I went out again after supper as the temperature began to drop, this time for a circuit of Thompson's Park. I saw one moorhen on its nest, but instead of the other parent at the water's edge there was a juvenile bird which had shed its hatchling down and was growing its flight feathers. It probably hatched while we were in Tenby. I wonder if there's a second clutch of eggs under the bird on the nest? Time will tell.

I completed by daily distance returning home, and started getting ready for bed.  I rubbed Voltarol into my shoulder when I got up this morning and it hasn't been painful during the day. Hopefully I can make up for last night's broken sleep. It left me feeling light headed and a bit unsteady for most of the day.

Sunday, 24 May 2026

Quiet Pentecost

I got to bed by ten thirty but had an uncomfortable night's sleep, due to shoulder pain. When I eventually woke up it was ten o'clock. A day of clear sky and bright sunshine, 25C. I slept better than I felt I would, given the pain. I had to rush to get myself to St Catherine's by ten forty five and arrived during the first hymn. As it's a Bank Holiday weekend, parents with children were absent. There were about thirty present, half the number, our faithful choir. 

We had lunch in the garden under our big umbrella sunshade, eating the chick pea and veg I prepared for yesterday's lunch, to which Clare added a dash of curry spice. After lunch, Pete called in bearing a copy of Diana's latest novel, just published. What a lovely surprise!

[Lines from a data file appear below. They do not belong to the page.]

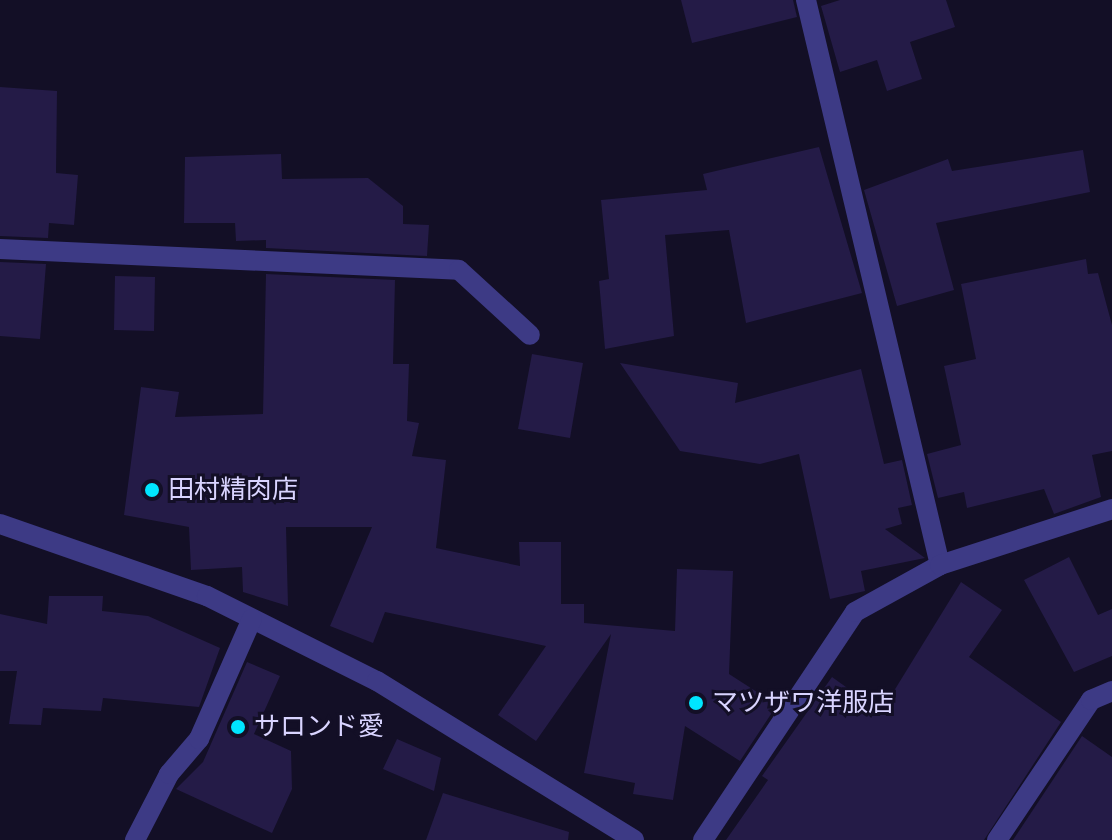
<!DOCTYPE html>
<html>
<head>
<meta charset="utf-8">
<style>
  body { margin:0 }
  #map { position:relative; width:1112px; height:840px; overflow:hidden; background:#130f26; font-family:Poppins,"Noto Sans JP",sans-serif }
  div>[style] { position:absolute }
  .building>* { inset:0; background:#241b47 }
  .minor>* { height:20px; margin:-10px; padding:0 10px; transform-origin:10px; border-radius:10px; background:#3d3a85 }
  .dots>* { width:22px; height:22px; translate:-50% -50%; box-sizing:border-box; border:4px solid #130f26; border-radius:50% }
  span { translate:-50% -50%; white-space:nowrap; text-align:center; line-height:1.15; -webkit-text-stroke:6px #130f26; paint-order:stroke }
  .poi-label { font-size:26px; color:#d9d4ff }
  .left { translate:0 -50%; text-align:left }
</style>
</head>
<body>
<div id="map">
  <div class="building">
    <i style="clip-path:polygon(681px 0,793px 0,797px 17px,692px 43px)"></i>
    <i style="clip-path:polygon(840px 0,946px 0,955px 27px,910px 42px,922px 79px,887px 91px,877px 60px,840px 72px,821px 6px)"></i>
    <i style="clip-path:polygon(0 87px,57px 91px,56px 173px,78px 175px,74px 225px,49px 223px,48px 238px,0 236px)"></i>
    <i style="clip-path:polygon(819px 147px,862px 293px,746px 323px,729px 230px,665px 235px,674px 336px,605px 349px,599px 281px,609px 279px,601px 200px,707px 190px,703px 174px)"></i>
    <i style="clip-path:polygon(1083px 150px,1090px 192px,936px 223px,954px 290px,897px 306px,864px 190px,948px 159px,952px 171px)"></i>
    <i style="clip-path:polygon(281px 154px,282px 179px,368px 178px,403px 206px,403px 224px,429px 225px,427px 256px,266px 248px,266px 240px,236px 241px,235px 223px,184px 223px,185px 157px)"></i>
    <i style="clip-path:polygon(1086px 259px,1088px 274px,1098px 273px,1112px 325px,1112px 451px,1092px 455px,1101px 497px,1054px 514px,1044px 489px,967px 508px,964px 492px,938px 498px,927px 454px,961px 445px,944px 366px,976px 359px,961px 284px)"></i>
    <i style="clip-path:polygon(0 262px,46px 264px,40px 339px,0 336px)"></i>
    <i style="clip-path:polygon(266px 274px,395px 280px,393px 364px,409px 364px,407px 421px,419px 423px,412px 456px,446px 460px,436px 548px,520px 566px,519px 542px,561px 542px,561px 604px,584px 604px,584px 623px,675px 631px,677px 569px,733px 571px,729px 674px,777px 705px,740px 761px,685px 726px,673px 800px,633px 794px,635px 783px,584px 773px,611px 634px,536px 741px,498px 715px,546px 646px,385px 612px,373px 643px,330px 626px,372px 527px,286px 527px,288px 606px,243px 592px,242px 567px,191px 570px,189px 527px,124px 515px,141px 387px,179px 392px,175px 417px,263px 414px)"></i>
    <i style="clip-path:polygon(115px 276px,155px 277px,154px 331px,114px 330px)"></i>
    <i style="clip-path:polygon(532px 354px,583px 363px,570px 438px,518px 429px)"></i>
    <i style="clip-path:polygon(620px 363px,738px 383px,735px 403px,861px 369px,884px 464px,902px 460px,912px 505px,898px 508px,902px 524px,885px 529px,925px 558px,861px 571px,865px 591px,830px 599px,799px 454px,760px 464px,680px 451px)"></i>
    <i style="clip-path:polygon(1069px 557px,1098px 615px,1112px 609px,1112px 656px,1074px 672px,1024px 580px)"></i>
    <i style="clip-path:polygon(961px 582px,1002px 610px,969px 657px,1061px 722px,984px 840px,726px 840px,768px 780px,762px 776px,832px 677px,881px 712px)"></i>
    <i style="clip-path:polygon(49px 596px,103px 596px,102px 611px,148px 616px,220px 648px,199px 707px,103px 698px,101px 711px,43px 708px,41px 725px,9px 724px,17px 671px,0 671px,0 614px,47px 624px)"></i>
    <i style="clip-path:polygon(247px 662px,280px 676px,254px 734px,291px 751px,292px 789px,272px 833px,176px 789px,203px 762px)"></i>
    <i style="clip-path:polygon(1082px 736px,1112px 757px,1112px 840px,1013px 840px)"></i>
    <i style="clip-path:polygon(397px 739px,441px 758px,434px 791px,383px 769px)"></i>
    <i style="clip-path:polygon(443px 793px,569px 832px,568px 840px,426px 840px)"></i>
  </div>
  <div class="minor">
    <i style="left:806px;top:0;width:581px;rotate:76.66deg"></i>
    <i style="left:0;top:249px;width:459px;rotate:2.6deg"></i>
    <i style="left:459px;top:270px;width:96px;rotate:42.5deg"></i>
    <i style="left:0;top:524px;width:219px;rotate:19.2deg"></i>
    <i style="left:207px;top:596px;width:190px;rotate:26.6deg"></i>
    <i style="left:377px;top:681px;width:302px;rotate:31.7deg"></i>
    <i style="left:135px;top:840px;width:74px;rotate:-62.7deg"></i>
    <i style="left:169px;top:774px;width:46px;rotate:-49.4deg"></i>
    <i style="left:199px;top:739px;width:131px;rotate:-66.2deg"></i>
    <i style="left:703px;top:840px;width:274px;rotate:-56.3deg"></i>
    <i style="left:855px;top:612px;width:97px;rotate:-28.9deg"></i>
    <i style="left:940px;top:565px;width:181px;rotate:-18deg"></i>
    <i style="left:997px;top:840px;width:169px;rotate:-56.1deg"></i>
    <i style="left:1091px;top:700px;width:23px;rotate:-23deg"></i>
  </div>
  <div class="dots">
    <i style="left:152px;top:490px;background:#00e5ff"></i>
    <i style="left:696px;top:703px;background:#00e5ff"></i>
    <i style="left:238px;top:727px;background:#00e5ff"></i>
  </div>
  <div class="poi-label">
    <span class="left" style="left:168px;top:490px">田村精肉店</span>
    <span class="left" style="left:712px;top:703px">マツザワ洋服店</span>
    <span class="left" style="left:254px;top:727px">サロンド愛</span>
  </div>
</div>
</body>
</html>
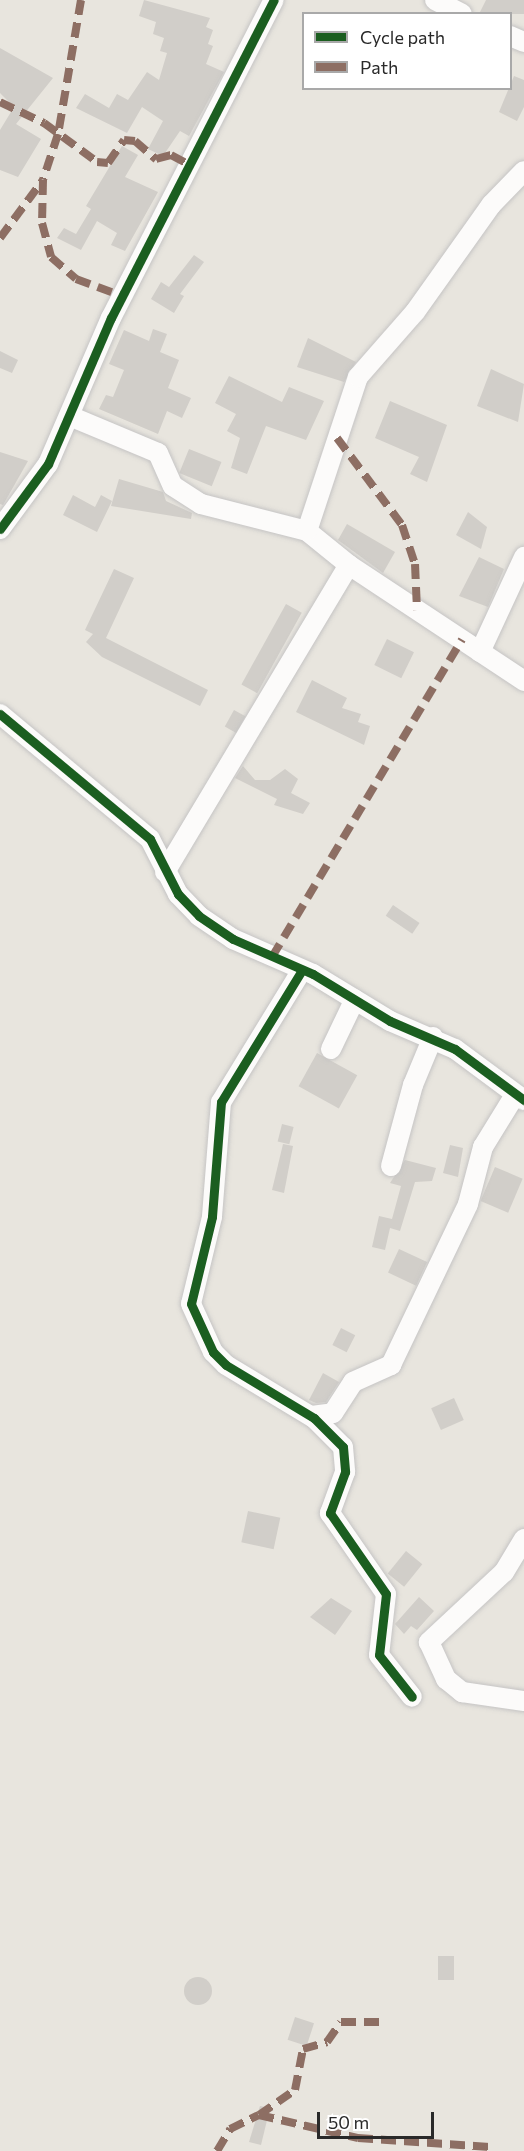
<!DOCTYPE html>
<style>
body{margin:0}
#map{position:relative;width:524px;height:2151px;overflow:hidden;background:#e8e5de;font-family:Commissioner,sans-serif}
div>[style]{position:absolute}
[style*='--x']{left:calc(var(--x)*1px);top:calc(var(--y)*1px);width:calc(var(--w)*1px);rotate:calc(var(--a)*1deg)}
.building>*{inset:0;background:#d1cec9;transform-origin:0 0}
.round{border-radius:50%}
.roads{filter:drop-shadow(0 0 2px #c5c4c4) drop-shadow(0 0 2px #c5c4c4)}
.minor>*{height:20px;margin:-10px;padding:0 10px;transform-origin:10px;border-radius:10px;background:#fcfbfa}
.quiet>*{height:8px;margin-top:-4px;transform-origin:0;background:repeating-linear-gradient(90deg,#8d6e63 0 15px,transparent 0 23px)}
.cycleway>*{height:9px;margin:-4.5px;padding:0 4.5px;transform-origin:4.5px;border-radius:4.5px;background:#1b5e20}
span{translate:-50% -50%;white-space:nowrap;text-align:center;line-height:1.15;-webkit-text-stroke:6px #fff;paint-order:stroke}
.legend{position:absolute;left:302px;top:12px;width:210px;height:78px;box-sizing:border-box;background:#fff;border:2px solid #a9a9a9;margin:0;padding:8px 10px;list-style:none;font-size:18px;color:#292929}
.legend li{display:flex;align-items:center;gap:12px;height:30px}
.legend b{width:30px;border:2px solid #a9a9a9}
.scale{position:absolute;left:317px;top:2112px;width:117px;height:27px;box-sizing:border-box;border:3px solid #292929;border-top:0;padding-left:8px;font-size:18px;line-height:21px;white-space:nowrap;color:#292929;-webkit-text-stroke:4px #fff;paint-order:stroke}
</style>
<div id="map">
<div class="building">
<div style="clip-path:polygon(144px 0,210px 18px,206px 27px,213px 30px,208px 44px,213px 46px,206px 64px,224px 72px,189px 136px,180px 131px,163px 156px,148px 149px,163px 121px,142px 107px,127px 133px,76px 108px,85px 94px,109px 108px,117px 94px,128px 100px,147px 72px,159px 80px,167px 53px,160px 51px,164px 38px,153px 34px,156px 22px,139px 16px)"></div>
<div style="clip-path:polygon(486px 0,524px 0,524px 14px,479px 14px)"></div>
<div style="clip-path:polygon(0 48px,53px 78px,16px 124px,41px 139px,18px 177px,0 170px,0 130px,14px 107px,0 93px)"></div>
<div style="clip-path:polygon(514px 76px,524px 80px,524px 107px,517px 121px,499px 112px)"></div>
<div style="clip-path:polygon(122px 146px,138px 155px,125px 177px,158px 192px,125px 251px,111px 245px,117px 233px,97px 221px,81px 250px,57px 238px,64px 228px,76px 234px,91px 209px,86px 206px)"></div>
<div style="clip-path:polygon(194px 255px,204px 262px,180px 294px,184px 296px,174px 313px,151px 299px,161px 282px,169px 287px)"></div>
<div style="clip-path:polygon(153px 329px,167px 334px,160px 352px,179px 360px,168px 388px,191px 398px,182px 418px,167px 411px,158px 434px,99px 409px,106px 395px,113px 397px,124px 370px,109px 364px,124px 330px,149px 341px)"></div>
<div style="clip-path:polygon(308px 338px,356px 362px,344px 382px,297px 367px)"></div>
<div style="clip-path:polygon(0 351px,18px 360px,12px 373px,0 368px)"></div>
<div style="clip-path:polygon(491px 369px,524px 384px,518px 422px,477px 406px)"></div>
<div style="clip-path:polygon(229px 376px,282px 402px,289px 387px,324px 401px,306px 440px,266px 426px,247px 474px,231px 468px,240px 438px,227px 431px,236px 414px,215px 403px)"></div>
<div style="clip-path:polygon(390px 401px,447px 425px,427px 482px,410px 474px,419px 457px,375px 438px)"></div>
<div style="left:189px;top:449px;width:35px;height:26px;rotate:22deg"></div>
<div style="clip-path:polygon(0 452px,28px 461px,3px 505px,0 504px)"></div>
<div style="clip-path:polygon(119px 479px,163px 492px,166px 501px,192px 513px,191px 519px,111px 506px)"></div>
<div style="clip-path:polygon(73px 495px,95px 507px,101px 495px,112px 501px,97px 532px,63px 515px)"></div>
<div style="clip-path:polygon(468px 512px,487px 527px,481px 549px,456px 535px)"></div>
<div style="clip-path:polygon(347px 524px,395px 552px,383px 573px,338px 540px)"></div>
<div style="clip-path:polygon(479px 557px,504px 569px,488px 607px,459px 596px)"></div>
<div style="clip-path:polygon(114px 569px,134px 578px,106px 638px,208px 690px,200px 706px,102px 657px,86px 642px,93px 634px,85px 630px)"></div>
<div style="left:286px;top:604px;width:18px;height:92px;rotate:29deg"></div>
<div style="left:387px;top:639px;width:30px;height:29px;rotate:26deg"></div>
<div style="clip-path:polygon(312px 680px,347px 698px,342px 708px,361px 714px,358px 722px,370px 726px,364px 745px,296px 712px)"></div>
<div style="left:234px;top:710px;width:13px;height:19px;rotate:29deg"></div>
<div style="clip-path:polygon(243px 766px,255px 780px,270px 780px,285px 769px,298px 779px,291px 793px,310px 803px,303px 814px,274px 805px,277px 799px,235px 778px)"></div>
<div style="left:393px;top:905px;width:32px;height:13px;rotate:34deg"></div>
<div style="left:317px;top:1053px;width:46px;height:38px;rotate:29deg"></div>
<div style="left:282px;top:1124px;width:12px;height:18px;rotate:14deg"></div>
<div style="clip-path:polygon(283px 1144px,293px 1146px,284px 1193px,272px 1190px)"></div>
<div style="clip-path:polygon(450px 1145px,463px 1148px,458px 1177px,443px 1173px)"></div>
<div style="clip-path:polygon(405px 1160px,436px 1168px,432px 1181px,415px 1182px,400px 1231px,390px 1228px,385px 1250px,372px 1247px,379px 1216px,392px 1219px,401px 1186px,390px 1183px)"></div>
<div style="left:495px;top:1167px;width:30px;height:37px;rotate:23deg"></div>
<div style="left:399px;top:1249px;width:31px;height:26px;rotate:25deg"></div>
<div style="left:341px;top:1328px;width:16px;height:19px;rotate:27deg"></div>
<div style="clip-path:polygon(323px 1373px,339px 1382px,326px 1402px,316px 1403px,309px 1400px)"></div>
<div style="left:454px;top:1398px;width:24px;height:25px;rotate:66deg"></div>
<div style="left:248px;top:1511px;width:33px;height:32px;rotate:12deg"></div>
<div style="left:406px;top:1551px;width:21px;height:29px;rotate:39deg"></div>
<div style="clip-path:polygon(419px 1597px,434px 1611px,417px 1630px,411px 1626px,404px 1634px,395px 1624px)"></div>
<div style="clip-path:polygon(331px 1598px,352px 1611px,335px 1635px,310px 1617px)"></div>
<div style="left:438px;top:1956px;width:16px;height:24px"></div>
<div class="round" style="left:184px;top:1977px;width:28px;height:28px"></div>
<div style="left:295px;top:2017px;width:20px;height:24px;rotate:18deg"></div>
<div style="clip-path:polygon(260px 2106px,270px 2108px,261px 2145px,249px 2142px)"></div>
</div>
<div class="roads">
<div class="minor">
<div style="--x:435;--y:0;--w:30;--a:27"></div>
<div style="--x:510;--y:36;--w:15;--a:23"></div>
<div style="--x:72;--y:417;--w:93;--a:22.7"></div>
<div style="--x:158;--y:453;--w:36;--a:66"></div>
<div style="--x:173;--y:486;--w:33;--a:33"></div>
<div style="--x:201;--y:504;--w:109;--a:14.3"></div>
<div style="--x:307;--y:531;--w:54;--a:39"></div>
<div style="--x:349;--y:565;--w:210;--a:33.5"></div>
<div style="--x:0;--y:529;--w:81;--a:-53.6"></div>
<div style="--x:48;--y:464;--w:159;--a:-66.7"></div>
<div style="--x:111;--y:318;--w:357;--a:-62.9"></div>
<div style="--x:307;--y:531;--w:162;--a:-71.7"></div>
<div style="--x:358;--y:377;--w:86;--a:-48.8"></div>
<div style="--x:415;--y:312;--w:131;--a:-54.6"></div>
<div style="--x:491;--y:205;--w:47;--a:-45.9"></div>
<div style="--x:480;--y:652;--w:105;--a:-65.1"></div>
<div style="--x:0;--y:714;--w:195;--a:39.8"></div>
<div style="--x:150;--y:839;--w:62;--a:63"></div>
<div style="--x:178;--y:894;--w:30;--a:46"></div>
<div style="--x:199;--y:916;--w:41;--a:34.1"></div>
<div style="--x:233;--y:939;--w:87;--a:23.6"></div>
<div style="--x:313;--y:974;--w:90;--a:31.4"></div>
<div style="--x:390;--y:1021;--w:71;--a:23.3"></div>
<div style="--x:455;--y:1049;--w:86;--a:36.5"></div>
<div style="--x:165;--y:872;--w:358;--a:-59.1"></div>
<div style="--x:302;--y:970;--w:155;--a:121.5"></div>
<div style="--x:221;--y:1102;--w:115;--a:94.5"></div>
<div style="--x:212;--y:1217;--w:89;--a:103.6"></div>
<div style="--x:191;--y:1304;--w:53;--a:65.4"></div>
<div style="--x:213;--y:1352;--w:18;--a:45"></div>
<div style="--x:226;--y:1365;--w:103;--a:31.1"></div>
<div style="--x:314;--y:1418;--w:41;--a:45"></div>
<div style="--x:343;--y:1447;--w:25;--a:85"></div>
<div style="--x:345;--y:1472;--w:44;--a:110.1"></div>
<div style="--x:330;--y:1513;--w:98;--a:55.3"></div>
<div style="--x:386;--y:1594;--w:61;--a:96.5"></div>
<div style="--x:379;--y:1655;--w:53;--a:51.8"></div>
<div style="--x:331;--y:1049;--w:55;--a:-64.4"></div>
<div style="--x:391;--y:1166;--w:84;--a:-74.8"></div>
<div style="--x:413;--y:1085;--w:52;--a:-67.4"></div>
<div style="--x:312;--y:1416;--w:21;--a:-8"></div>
<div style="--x:333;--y:1413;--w:37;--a:-57"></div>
<div style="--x:353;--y:1382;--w:42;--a:-24.1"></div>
<div style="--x:391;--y:1365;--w:178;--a:-64.4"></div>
<div style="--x:468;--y:1204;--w:59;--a:-75.3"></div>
<div style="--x:483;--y:1147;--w:61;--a:-58.4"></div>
<div style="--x:524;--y:1539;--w:39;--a:121"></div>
<div style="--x:504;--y:1572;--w:103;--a:137"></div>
<div style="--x:429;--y:1642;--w:41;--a:65.3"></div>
<div style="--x:446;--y:1679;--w:21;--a:39"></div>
<div style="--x:462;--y:1692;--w:63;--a:8.3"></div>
</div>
</div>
<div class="quiet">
<div style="--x:81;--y:0;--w:136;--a:99.7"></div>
<div style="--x:58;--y:134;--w:48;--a:108.1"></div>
<div style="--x:43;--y:180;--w:43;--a:91.3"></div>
<div style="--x:42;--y:223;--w:35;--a:75"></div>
<div style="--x:51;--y:257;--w:33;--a:41"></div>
<div style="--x:76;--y:279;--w:52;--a:20.2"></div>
<div style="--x:0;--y:102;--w:49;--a:25.5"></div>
<div style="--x:44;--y:123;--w:66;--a:36.3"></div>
<div style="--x:97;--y:162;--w:11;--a:5"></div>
<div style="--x:108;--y:163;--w:28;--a:-55"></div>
<div style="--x:124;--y:140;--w:11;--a:5"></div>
<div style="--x:135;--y:141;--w:28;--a:41"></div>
<div style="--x:156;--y:159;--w:16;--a:-15"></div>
<div style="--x:171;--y:155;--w:24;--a:28"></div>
<div style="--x:0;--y:238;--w:72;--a:-53.4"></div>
<div style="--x:337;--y:438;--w:109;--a:53.2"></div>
<div style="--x:402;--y:525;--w:41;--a:71.6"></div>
<div style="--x:415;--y:564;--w:46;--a:87.5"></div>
<div style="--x:272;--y:957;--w:370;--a:-59.1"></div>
<div style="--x:259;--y:2115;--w:44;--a:-34.8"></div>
<div style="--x:295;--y:2090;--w:42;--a:-79"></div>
<div style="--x:303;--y:2049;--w:25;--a:-16"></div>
<div style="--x:327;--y:2042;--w:24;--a:-55"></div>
<div style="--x:341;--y:2022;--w:41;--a:0"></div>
<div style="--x:217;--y:2151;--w:26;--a:-59"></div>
<div style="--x:230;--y:2129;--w:32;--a:-26"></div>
<div style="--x:259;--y:2115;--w:102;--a:13.1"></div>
<div style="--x:358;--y:2138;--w:132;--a:3.9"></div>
</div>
<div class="cycleway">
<div style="--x:0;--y:529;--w:81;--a:-53.6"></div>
<div style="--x:48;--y:464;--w:159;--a:-66.7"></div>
<div style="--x:111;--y:318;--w:357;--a:-62.9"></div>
<div style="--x:0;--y:714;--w:195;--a:39.8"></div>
<div style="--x:150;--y:839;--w:62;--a:63"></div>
<div style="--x:178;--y:894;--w:30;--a:46"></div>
<div style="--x:199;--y:916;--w:41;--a:34.1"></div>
<div style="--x:233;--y:939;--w:87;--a:23.6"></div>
<div style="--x:313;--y:974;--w:90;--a:31.4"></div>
<div style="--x:390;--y:1021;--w:71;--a:23.3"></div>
<div style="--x:455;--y:1049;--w:86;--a:36.5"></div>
<div style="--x:302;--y:970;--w:155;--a:121.5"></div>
<div style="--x:221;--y:1102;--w:115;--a:94.5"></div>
<div style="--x:212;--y:1217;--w:89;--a:103.6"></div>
<div style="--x:191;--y:1304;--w:53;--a:65.4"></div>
<div style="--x:213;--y:1352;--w:18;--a:45"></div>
<div style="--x:226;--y:1365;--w:103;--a:31.1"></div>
<div style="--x:314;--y:1418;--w:41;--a:45"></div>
<div style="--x:343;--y:1447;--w:25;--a:85"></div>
<div style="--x:345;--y:1472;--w:44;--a:110.1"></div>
<div style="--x:330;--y:1513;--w:98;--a:55.3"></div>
<div style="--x:386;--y:1594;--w:61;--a:96.5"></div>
<div style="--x:379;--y:1655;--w:53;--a:51.8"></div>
</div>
<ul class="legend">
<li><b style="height:8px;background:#1b5e20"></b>Cycle path</li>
<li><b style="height:8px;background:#8d6e63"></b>Path</li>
</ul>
<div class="scale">50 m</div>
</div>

A lovely afternoon for a walk along the edge of Pontcanna Fields along the so-called Spine Road. It's lined with tall trees in full leaf. It looks magnificent and provides ample shade for humans and cover for robins, wrens, thrushes, blackbirds, collared doves and starlings to sing their hearts out against a background of children's excited shrieks as they chase each other around playing football. The aroma of meat roasting on picnic barbecues pervades the air. It's lovely to see so many people enjoying the park.

A quiet evening after supper, catching up on news until the light began to fade. Cue for an early bed time, in the hope of another restful night and minimal sleep disturbance. Life is so much less stressful when I'm not overtired.